** Opening Provided material block **
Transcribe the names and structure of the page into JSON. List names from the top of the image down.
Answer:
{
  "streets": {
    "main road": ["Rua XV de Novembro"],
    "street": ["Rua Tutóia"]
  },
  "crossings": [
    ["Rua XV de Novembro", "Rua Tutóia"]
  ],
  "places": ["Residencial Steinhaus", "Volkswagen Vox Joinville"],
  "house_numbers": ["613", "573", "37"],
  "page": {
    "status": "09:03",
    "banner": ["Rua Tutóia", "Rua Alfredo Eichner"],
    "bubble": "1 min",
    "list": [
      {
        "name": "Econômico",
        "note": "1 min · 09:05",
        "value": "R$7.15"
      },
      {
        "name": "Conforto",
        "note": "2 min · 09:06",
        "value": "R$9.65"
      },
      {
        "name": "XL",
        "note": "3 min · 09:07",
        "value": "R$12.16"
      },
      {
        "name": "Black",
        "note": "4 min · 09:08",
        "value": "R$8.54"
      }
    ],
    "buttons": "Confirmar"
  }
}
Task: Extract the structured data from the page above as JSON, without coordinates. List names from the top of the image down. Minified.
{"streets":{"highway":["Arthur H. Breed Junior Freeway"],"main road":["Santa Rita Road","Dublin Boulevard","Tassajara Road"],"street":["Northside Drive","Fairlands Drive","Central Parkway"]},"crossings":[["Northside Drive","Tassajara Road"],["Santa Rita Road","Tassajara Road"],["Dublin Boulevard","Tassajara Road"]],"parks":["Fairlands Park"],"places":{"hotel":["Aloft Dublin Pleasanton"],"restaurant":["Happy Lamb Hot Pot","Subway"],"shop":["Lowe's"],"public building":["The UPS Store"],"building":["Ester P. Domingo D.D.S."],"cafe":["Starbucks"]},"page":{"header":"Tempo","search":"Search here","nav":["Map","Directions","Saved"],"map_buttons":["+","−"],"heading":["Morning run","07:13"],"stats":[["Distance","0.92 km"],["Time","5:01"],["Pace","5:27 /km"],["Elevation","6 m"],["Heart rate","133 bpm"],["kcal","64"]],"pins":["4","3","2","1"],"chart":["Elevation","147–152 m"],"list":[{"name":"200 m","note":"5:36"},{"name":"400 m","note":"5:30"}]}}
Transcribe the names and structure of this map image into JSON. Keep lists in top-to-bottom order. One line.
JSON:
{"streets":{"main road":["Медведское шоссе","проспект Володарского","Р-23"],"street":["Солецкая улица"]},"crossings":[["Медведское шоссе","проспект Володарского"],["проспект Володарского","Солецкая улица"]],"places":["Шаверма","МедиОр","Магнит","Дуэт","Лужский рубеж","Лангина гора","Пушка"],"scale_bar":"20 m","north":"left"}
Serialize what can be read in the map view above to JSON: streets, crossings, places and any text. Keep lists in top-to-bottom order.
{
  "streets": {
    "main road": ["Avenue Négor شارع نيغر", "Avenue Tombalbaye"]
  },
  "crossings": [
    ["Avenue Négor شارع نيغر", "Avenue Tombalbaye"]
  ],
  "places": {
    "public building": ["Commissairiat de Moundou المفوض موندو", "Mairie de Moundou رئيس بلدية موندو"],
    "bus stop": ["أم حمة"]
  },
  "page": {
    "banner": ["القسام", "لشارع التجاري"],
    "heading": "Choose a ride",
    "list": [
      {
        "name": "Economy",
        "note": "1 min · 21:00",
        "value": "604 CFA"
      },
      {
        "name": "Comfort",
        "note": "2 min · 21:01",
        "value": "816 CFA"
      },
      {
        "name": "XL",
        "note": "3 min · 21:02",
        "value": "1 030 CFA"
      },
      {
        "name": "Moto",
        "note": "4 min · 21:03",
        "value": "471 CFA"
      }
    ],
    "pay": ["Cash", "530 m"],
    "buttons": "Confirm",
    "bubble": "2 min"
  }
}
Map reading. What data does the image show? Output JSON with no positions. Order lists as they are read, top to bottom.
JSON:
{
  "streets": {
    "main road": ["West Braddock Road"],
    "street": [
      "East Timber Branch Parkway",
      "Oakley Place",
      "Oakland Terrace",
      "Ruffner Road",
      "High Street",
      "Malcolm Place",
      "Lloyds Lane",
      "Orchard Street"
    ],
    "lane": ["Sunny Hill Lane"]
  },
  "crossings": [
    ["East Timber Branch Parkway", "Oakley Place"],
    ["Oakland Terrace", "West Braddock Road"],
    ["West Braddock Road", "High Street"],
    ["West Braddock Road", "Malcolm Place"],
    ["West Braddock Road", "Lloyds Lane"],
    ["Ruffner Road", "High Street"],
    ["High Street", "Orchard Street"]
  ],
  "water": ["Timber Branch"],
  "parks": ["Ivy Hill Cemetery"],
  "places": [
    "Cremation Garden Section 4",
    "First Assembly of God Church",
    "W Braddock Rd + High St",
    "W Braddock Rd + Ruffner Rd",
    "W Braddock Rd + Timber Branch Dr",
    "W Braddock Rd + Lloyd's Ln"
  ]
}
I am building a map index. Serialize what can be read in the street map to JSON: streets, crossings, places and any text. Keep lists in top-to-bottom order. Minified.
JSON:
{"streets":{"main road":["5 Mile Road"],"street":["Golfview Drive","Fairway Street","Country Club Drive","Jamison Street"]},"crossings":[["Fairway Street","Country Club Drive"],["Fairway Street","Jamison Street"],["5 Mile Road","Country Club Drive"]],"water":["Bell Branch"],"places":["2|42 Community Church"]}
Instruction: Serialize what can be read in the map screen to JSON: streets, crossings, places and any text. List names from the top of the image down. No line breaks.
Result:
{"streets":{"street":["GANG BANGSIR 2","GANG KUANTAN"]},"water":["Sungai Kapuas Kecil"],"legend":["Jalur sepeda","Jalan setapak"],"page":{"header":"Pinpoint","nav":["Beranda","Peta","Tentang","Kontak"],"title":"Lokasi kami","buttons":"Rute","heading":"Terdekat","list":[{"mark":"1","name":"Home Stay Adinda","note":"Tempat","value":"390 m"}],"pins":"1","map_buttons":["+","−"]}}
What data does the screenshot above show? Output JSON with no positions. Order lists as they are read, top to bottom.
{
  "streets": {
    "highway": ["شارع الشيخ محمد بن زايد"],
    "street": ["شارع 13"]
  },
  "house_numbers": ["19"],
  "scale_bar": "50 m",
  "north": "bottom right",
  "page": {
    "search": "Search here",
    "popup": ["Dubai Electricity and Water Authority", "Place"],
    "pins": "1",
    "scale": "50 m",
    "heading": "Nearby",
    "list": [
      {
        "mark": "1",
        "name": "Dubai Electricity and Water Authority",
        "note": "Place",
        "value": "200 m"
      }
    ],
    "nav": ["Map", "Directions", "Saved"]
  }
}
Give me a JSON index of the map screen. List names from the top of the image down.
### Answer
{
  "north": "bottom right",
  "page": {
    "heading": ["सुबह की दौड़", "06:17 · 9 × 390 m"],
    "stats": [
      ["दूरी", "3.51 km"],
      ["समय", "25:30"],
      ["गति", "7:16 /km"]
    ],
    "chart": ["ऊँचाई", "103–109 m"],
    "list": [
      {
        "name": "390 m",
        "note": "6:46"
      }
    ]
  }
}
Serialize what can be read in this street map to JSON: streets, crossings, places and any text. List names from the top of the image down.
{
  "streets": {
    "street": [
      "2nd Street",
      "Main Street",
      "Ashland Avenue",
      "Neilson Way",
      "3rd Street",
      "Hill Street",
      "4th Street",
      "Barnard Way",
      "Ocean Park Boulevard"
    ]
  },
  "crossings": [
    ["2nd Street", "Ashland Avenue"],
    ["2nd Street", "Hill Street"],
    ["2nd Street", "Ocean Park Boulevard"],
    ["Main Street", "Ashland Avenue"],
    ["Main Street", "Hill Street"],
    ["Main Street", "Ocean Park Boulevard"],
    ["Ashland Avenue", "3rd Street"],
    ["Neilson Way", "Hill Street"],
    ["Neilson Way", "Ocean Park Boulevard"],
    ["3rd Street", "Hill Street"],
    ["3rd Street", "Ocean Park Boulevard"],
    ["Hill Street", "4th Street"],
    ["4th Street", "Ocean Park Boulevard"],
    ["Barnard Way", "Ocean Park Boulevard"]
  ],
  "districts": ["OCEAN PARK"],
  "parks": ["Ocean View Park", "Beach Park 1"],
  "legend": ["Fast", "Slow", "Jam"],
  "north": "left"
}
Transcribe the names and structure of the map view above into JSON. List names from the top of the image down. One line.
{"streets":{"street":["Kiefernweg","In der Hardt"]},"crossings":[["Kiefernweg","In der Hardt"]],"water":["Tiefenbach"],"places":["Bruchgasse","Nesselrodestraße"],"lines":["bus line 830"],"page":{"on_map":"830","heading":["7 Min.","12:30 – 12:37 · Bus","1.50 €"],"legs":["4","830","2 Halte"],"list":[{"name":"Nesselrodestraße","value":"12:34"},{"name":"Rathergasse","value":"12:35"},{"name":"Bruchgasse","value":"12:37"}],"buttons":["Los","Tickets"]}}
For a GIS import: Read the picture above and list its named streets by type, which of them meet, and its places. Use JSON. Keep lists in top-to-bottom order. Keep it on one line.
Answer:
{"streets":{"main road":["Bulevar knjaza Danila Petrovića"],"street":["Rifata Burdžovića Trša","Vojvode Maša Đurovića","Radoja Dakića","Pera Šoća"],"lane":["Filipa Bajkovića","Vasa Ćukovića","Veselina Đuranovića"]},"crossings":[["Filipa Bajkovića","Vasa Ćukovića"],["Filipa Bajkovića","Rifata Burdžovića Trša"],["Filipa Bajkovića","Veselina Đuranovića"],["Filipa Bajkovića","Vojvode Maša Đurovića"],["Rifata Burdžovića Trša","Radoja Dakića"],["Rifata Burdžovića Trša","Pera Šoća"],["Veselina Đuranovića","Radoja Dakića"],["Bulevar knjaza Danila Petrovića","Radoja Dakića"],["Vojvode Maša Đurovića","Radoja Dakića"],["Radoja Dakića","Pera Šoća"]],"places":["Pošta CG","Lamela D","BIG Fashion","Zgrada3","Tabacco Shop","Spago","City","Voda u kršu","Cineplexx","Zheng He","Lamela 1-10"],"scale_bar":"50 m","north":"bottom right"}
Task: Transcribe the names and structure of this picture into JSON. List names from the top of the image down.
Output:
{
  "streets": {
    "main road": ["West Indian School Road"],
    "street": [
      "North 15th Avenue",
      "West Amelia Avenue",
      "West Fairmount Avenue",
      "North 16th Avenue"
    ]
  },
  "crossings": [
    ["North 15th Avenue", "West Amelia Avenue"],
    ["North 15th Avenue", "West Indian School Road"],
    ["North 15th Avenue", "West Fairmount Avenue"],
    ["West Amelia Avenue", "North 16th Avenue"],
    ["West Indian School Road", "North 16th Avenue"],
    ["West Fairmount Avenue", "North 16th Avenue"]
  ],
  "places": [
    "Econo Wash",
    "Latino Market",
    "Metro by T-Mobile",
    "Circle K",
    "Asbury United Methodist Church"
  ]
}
** Closing Provided material block **
Exercise aim: Scan the data above for the word "picture". Copy every line in which it is found.

Reply to the exercise:
For a GIS import: Read the picture above and list its named streets by type, which of them meet, and its places. Use JSON. Keep lists in top-to-bottom order. Keep it on one line.
Task: Transcribe the names and structure of this picture into JSON. List names from the top of the image down.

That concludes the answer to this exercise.